[Saved data entries]
____________________
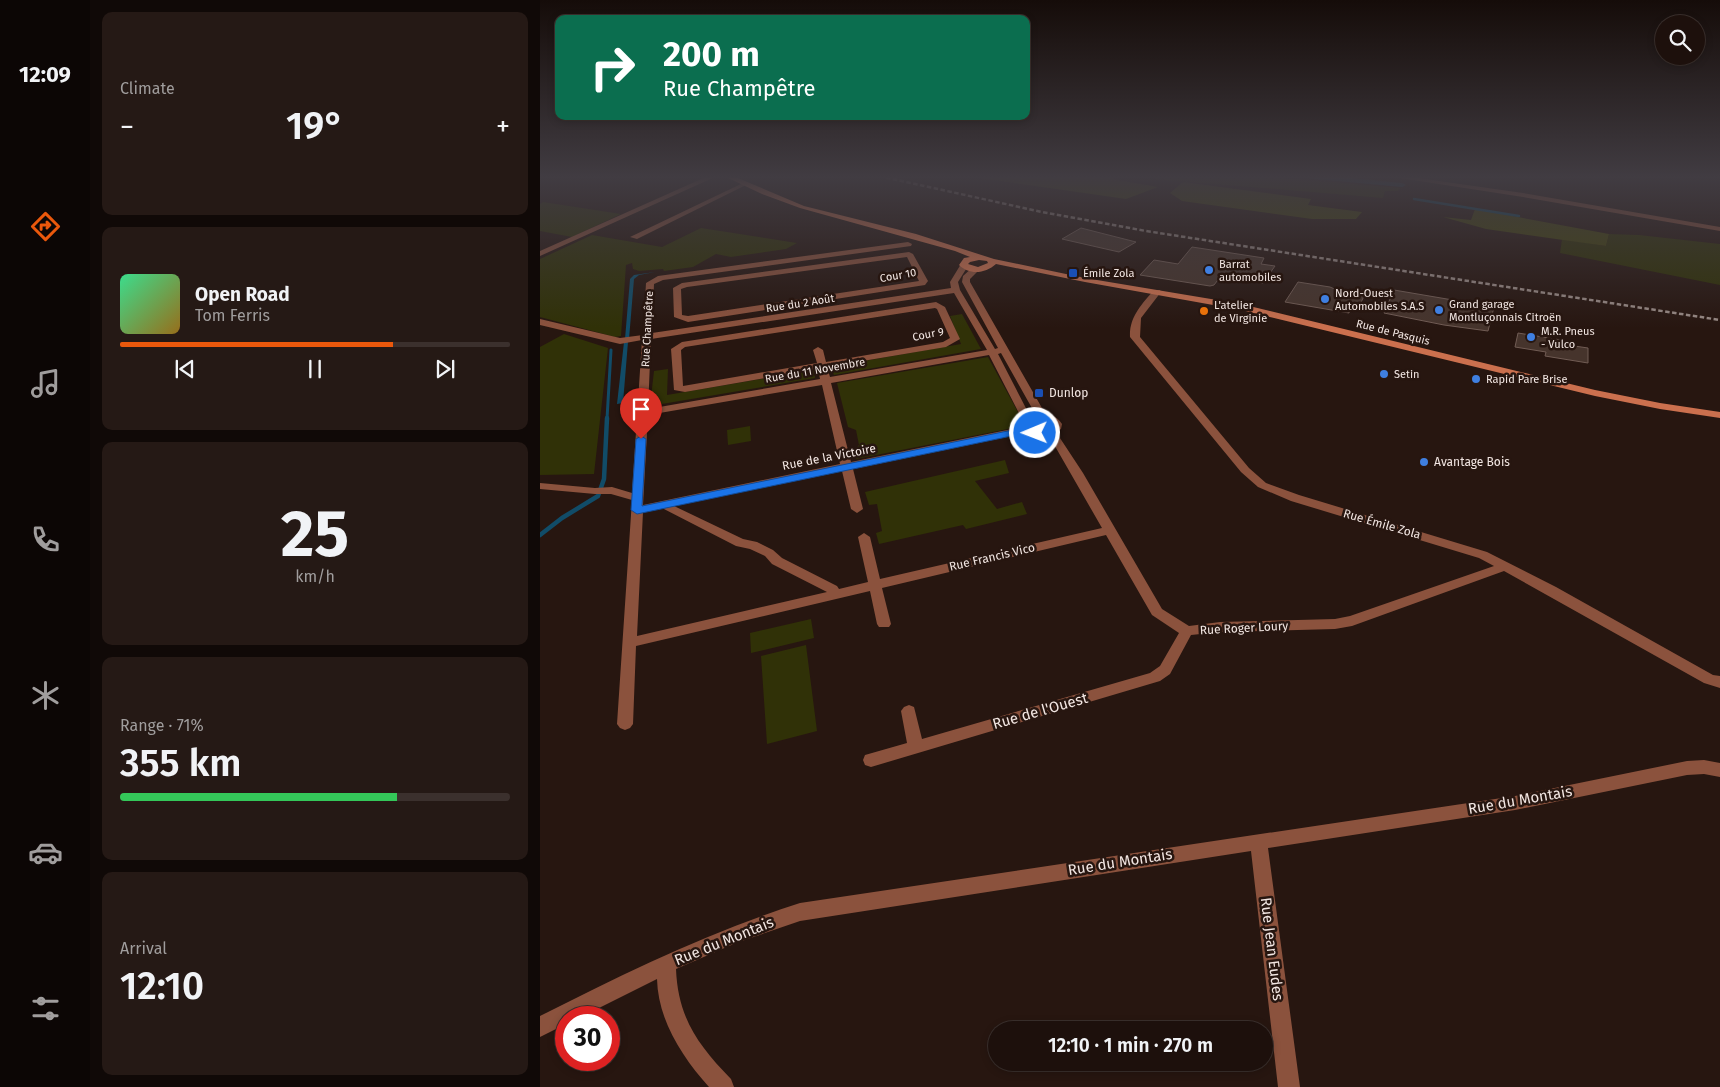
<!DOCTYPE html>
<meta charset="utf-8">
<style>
body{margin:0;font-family:"Fira Sans",sans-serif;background:#251915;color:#f1f3f6;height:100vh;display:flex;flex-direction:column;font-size:19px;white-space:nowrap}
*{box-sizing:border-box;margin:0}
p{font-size:16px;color:#a09d9d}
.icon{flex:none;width:28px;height:28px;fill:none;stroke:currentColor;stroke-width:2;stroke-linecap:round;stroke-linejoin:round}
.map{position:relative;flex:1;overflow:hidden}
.drawer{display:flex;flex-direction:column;gap:12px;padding:12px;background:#100907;width:450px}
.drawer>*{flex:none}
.hud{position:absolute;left:15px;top:15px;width:475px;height:105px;border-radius:10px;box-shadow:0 2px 8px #0003,0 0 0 1px #3b302d;background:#0b6e4f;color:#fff;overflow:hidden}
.fabs{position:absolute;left:1115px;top:15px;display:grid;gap:10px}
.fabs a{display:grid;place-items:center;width:50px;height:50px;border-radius:50%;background:#1d100c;box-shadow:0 2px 8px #0003,0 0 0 1px #3b302d;font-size:25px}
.speed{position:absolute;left:15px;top:1006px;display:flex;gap:10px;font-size:25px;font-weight:700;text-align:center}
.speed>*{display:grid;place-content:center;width:65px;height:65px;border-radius:50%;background:#1d100c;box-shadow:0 2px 8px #0003,0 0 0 1px #3b302d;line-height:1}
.speed .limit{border:8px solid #d22;background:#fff;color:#111}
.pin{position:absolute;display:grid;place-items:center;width:42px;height:42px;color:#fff;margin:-51px -21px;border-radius:50% 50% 50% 0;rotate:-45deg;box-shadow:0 0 5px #0007}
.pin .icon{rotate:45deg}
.me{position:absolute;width:55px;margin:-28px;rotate:269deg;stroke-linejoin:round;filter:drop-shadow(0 0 4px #0008)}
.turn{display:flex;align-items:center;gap:18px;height:105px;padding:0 25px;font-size:22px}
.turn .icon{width:65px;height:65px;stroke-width:2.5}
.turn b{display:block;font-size:35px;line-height:42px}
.big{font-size:38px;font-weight:600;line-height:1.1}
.drawer .card{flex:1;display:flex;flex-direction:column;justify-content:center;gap:8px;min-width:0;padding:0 18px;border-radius:10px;background:#251915}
.drawer .dial{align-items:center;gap:0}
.dial b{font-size:65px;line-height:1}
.song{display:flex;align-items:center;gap:15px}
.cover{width:60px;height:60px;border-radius:8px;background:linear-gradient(135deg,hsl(150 70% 55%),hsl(40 70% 35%))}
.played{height:5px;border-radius:2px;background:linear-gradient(90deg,#ea580c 70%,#3b302d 70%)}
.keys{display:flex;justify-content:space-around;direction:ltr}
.heat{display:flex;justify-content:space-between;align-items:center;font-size:28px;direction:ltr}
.charge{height:8px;border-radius:4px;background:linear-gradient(90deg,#34c759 71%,#3b302d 0)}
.trip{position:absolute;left:448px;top:1021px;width:285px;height:50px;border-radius:25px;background:#1d100c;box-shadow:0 2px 8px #0003,0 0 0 1px #3b302d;font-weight:600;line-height:50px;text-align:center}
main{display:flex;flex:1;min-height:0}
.tabs{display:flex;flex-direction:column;width:90px;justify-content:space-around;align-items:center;background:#0c0605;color:#a09d9d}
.tabs .icon{width:35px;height:35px}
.tabs .current{color:#ea580c}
.tabs b{font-size:22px;color:#f1f3f6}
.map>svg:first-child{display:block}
.green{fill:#303107}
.forest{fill:#43440c}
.water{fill:#114c68}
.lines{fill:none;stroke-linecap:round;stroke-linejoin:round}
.stream-far2{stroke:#114c68;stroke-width:2.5}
.stream-far1{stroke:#114c68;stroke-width:3}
.stream{stroke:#114c68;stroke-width:4.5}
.canal{fill:#114c68;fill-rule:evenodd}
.building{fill:#46342c;stroke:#715c54}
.street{fill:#8b523d;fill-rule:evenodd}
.secondary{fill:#cb704e;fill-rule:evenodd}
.rail{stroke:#978984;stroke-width:2.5;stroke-dasharray:4.5 2.5;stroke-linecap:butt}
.route{fill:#1a73e8;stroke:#114b97}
.shop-dot{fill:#3f7fe0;stroke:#271610;stroke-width:2}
.transit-dot{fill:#1a4fb4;stroke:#271610;stroke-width:2}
.food-dot{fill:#e8710a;stroke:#271610;stroke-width:2}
.labels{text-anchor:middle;stroke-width:5;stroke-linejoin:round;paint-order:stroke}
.far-poi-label{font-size:11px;fill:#f2e6e2;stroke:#271610;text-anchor:start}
.far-street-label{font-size:11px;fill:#f2e6e2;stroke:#271610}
.poi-label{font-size:12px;fill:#f2e6e2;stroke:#271610;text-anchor:start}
.street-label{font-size:12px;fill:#f2e6e2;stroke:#271610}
.near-street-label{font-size:15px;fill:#f2e6e2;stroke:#271610}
</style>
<main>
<nav class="tabs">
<b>12:09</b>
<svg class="icon current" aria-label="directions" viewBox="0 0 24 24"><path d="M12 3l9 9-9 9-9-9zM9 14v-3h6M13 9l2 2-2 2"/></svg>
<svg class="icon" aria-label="music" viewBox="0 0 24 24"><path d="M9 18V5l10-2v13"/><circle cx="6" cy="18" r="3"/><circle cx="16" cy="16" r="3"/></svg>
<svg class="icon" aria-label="phone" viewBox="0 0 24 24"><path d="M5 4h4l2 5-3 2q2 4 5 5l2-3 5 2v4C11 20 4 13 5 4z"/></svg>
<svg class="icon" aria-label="climate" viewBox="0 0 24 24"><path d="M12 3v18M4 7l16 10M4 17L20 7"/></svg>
<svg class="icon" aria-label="car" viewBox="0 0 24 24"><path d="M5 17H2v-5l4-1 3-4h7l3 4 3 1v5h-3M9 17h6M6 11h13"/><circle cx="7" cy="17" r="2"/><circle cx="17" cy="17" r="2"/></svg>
<svg class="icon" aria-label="filters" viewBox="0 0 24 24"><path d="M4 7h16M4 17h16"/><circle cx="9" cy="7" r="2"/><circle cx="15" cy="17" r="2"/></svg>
</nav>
<section class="drawer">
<div class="card"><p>Climate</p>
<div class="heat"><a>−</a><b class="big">19°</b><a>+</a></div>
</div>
<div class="card">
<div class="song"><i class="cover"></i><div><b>Open Road</b><p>Tom Ferris</p></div></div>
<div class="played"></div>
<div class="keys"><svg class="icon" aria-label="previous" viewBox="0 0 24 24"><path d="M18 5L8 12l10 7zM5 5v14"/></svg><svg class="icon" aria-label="pause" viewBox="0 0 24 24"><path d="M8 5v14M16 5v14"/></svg><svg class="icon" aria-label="next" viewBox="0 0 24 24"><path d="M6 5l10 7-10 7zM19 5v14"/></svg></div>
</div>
<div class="card dial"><b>25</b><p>km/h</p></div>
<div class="card"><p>Range · 71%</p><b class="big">355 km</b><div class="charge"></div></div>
<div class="card"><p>Arrival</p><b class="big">12:10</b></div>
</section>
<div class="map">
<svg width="1180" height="1087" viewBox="0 0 1180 1087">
<rect width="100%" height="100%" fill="#271610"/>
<path class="green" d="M580,176h140l140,12 -2,3h-13l-2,7z
M3,202l78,12 -49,23 -32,-6v-27z
M161,228l96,15 -11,6 -55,8 -15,-3 -23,13 -29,4 -1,-2 -24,2 -6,-2 -1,-6 -6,2 -5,71 -6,1 -75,-20v-58l52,-24 70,12z
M1069,234l30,1 81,9v41l-160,-32 2,-14 44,7z
M422,314l19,35 -147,26 -4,-8 131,-23 -11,-28z
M24,334l44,14 -14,126 -54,1v-128z
M448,357l31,57 1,6 -12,9 -152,30 -2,-9 5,-5 -3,-15 -8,-3 -11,-44z
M128,369l-1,26 147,-25 1,8 -165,28 4,-35z
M210,426l1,15 -23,4 -1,-15z
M465,460l4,13 -34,8 22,28 25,-7 5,12 -61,15 -3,-4 -84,19 -3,-11 6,-2 -5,-27 -8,1 -4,-13z
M271,619l3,19 -63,15 -1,-20z
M266,645l11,86 -50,13 -6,-88z"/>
<path class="forest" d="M575,176l-3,3 46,8 -32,12 -153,-22z
M643,182l128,17 -3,6 54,7 -6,7h-44l-130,-18 -12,-8z
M935,209l134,25 -3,12 -120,-17 -43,-12 28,3z"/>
<path class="water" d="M115,272l-16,3 -5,4 -5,60h-4l5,-60 4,-4z
M84,342h4l-5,61 -6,1z"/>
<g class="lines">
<path class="stream-far2" d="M874,199l105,17"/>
<path class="stream-far1" d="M67,419l4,-69"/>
<path class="stream" d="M0,535l22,-17 36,-22 6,-17 3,-61"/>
<path class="canal" d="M761,176h30l71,7 4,2 -4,2 -97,-9z"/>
</g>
<path class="building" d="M541,228l55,14 -17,10 -57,-13z
M652,247l72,11 -3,6 14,2 -12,17 -42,-7 -7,9 -4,1 -70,-11 14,-15 24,4z
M758,282l32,5 7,3 -1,2 28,4 -6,13 -7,-1 -2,5 -64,-11z
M854,290l100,17 -6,24 -44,-6 -60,-12z
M978,333l43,7v4l27,4v15l-43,-7 1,-4 -31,-5z"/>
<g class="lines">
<path class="street" d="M168,176h9l-177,80v-5z
M847,176h17l119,17 197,34v4l-197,-34z
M203,183l5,1 -111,55 -7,-2z
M368,242l4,2 -1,2 -248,34 -9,4 -2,49 299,-45 -1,-6 11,-18h3l4,2 -10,16 2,8 35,59 3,-1 -36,-66 1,-6 10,-9h6l1,2 -10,10v3l72,126c7,7 15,8 20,16l-1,5 -5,3 27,41 79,136 27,17 31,-4 115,-3 15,-3 144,-50 -15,-8 -188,-57 -33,-14 -17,-15 -111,-135c-1,-20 12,-33 24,-47h6l1,2 -20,26 -1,19 109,131 17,15 33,12 188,57 69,35 157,88 7,1v12l-16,-5 -200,-112 -152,55 -17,3 -115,3 -29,3 -21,39 -10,7 -289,86 -6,-2 -2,-5 2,-5 42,-12 -6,-32 3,-4 5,-2 5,2 8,32 228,-66 10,-7 19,-33 -27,-18 -46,-80 -224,53 9,36 -2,3h-10l-2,-3 -7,-33 -234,55 -3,78 -3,4 -5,2 -5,-2 -3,-4 15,-224 -21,-6h-16l-55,-5v-6l55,5 17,-1 20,6 10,-153 -22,4 -80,-19v-6l80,19 23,-3 3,-52 12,-7zM414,293l33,57 -157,27 -3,-10 119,-20 14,-8 -15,-32 -9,-5 -254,40 -11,7 3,41 11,2 133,-23 2,10 -172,30 3,-70zM395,308l2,1 13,29 -7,4 -117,20 -3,-12 -5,-3 -5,3 4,13 -134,23 -2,-36 4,-3zM461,353l32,57 3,4 -6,2 -32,-62zM449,355l34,66 -2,3 1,3 -171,35 -20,-79zM282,385l18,79 -197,41 5,-90zM498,420h9l5,6 -9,4 -10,-2 -1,-3zM485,433l22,3 5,5 50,87 -222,51 -10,-42 -6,-4 -6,4 10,45 -29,7 -2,-3 -55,-28 -9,-8 -16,-8 -14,-3 -69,-33 168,-35 9,38 6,4 6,-4 -10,-40zM122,508l74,38 14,3 15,7 7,8 55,28 -190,44 6,-124z
M369,252l4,2 15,27 -3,4 -237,37 -14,-5 -1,-29 9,-5zM367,257l12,24 -231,35 -6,-1 -1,-26 6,-2z
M1164,760l16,3v14l-16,-3 -17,1 -172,35 -247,38 32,239h-22l-27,-236 -451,70 -64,22 -60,26c2,49 22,76 55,110l3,8h-25c-27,-30 -51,-67 -52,-108l-78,39h-13v6l-26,13v-21c85,-43 169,-84 260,-113l715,-107 172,-35z"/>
<path class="secondary" d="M184,176h9l71,30 112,28 78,25 91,19 156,26 354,86 65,13 60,9v6l-60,-9 -65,-13 -354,-86 -156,-28 -89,-18c-11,10 -27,11 -37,1l5,-7 6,-1 -15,-6 -155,-43 -38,-14zM439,260l8,1 1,2 -10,4 -10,-3 2,-2z"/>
<path class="rail" d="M339,176l163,36 104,19 574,89"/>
</g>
<linearGradient id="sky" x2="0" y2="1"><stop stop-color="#150c09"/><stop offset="0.54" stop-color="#413c42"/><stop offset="1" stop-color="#413c42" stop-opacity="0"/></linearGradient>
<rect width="1180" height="328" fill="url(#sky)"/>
<path class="route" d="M487,427l13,6 -5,3 -9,-3 -389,81 -6,-4 5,-71 5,-3 5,3 -4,67z"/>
<g class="shop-dot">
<circle cx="669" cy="270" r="5"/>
<circle cx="785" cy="299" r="5"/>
<circle cx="899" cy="310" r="5"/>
<circle cx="991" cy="337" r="5"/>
<circle cx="844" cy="374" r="5"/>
<circle cx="936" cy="379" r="5"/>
<circle cx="884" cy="462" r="5"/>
</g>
<g class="transit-dot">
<rect x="528" y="268" width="10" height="10" rx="2.5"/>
<rect x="494" y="388" width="10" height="10" rx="2.5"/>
</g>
<circle class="food-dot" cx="664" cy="311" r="5"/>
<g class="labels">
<g class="far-poi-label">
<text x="679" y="268">Barrat<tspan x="679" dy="13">automobiles</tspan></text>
<text x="543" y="277">Émile Zola</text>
<text x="795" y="297">Nord-Ouest<tspan x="795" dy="13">Automobiles S.A.S</tspan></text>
<text x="909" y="308">Grand garage<tspan x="909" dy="13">Montluçonnais Citroën</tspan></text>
<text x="674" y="309">L'atelier<tspan x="674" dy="13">de Virginie</tspan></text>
<text x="1001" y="335">M.R. Pneus<tspan x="1001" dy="13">- Vulco</tspan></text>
<text x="854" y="378">Setin</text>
<text x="946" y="383">Rapid Pare Brise</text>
</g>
<g class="far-street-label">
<text transform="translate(358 275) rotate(-10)" y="4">Cour 10</text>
<text transform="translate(260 303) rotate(-9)" y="4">Rue du 2 Août</text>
<text transform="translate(107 329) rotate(-87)" y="4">Rue Champêtre</text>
<text transform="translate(853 332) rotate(14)" y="4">Rue de Pasquis</text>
<text transform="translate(388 334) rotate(-11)" y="4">Cour 9</text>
<text transform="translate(275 370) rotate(-10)" y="4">Rue du 11 Novembre</text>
</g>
<g class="poi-label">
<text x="509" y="397">Dunlop</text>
<text x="894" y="466">Avantage Bois</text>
</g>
<g class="street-label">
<text transform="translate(289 457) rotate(-11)" y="4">Rue de la Victoire</text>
<text transform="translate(842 524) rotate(16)" y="4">Rue Émile Zola</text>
<text transform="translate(452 557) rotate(-13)" y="4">Rue Francis Vico</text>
<text transform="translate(704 628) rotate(-3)" y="4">Rue Roger Loury</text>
</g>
<g class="near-street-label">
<text transform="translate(500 711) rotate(-16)" y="5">Rue de l'Ouest</text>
<text transform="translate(980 800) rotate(-10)" y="5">Rue du Montais</text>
<text transform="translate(580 862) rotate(-9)" y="5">Rue du Montais</text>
<text transform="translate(184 941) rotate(-22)" y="5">Rue du Montais</text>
<text transform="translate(732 949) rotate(83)" y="5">Rue Jean Eudes</text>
</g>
</g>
</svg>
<div class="fabs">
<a><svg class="icon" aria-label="search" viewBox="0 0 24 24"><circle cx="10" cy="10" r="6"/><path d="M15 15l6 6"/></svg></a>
</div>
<div class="speed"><div class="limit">30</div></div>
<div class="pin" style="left:101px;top:439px;background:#d93025"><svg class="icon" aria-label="arrive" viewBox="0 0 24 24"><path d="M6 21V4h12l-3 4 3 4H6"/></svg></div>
<svg class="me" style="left:495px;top:433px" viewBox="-20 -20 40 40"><circle r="17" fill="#1a73e8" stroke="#fff" stroke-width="3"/><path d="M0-11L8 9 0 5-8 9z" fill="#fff"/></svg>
<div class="trip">12:10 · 1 min · 270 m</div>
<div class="hud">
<div class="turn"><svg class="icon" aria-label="right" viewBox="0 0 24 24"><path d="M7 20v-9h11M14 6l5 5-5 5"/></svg><div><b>200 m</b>Rue Champêtre</div></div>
</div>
</div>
</main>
____________________
**What this task involves**
Wherever the word "limit" appears in the entries above, copy that line.

**Exercise answer**
.speed .limit{border:8px solid #d22;background:#fff;color:#111}
<div class="speed"><div class="limit">30</div></div>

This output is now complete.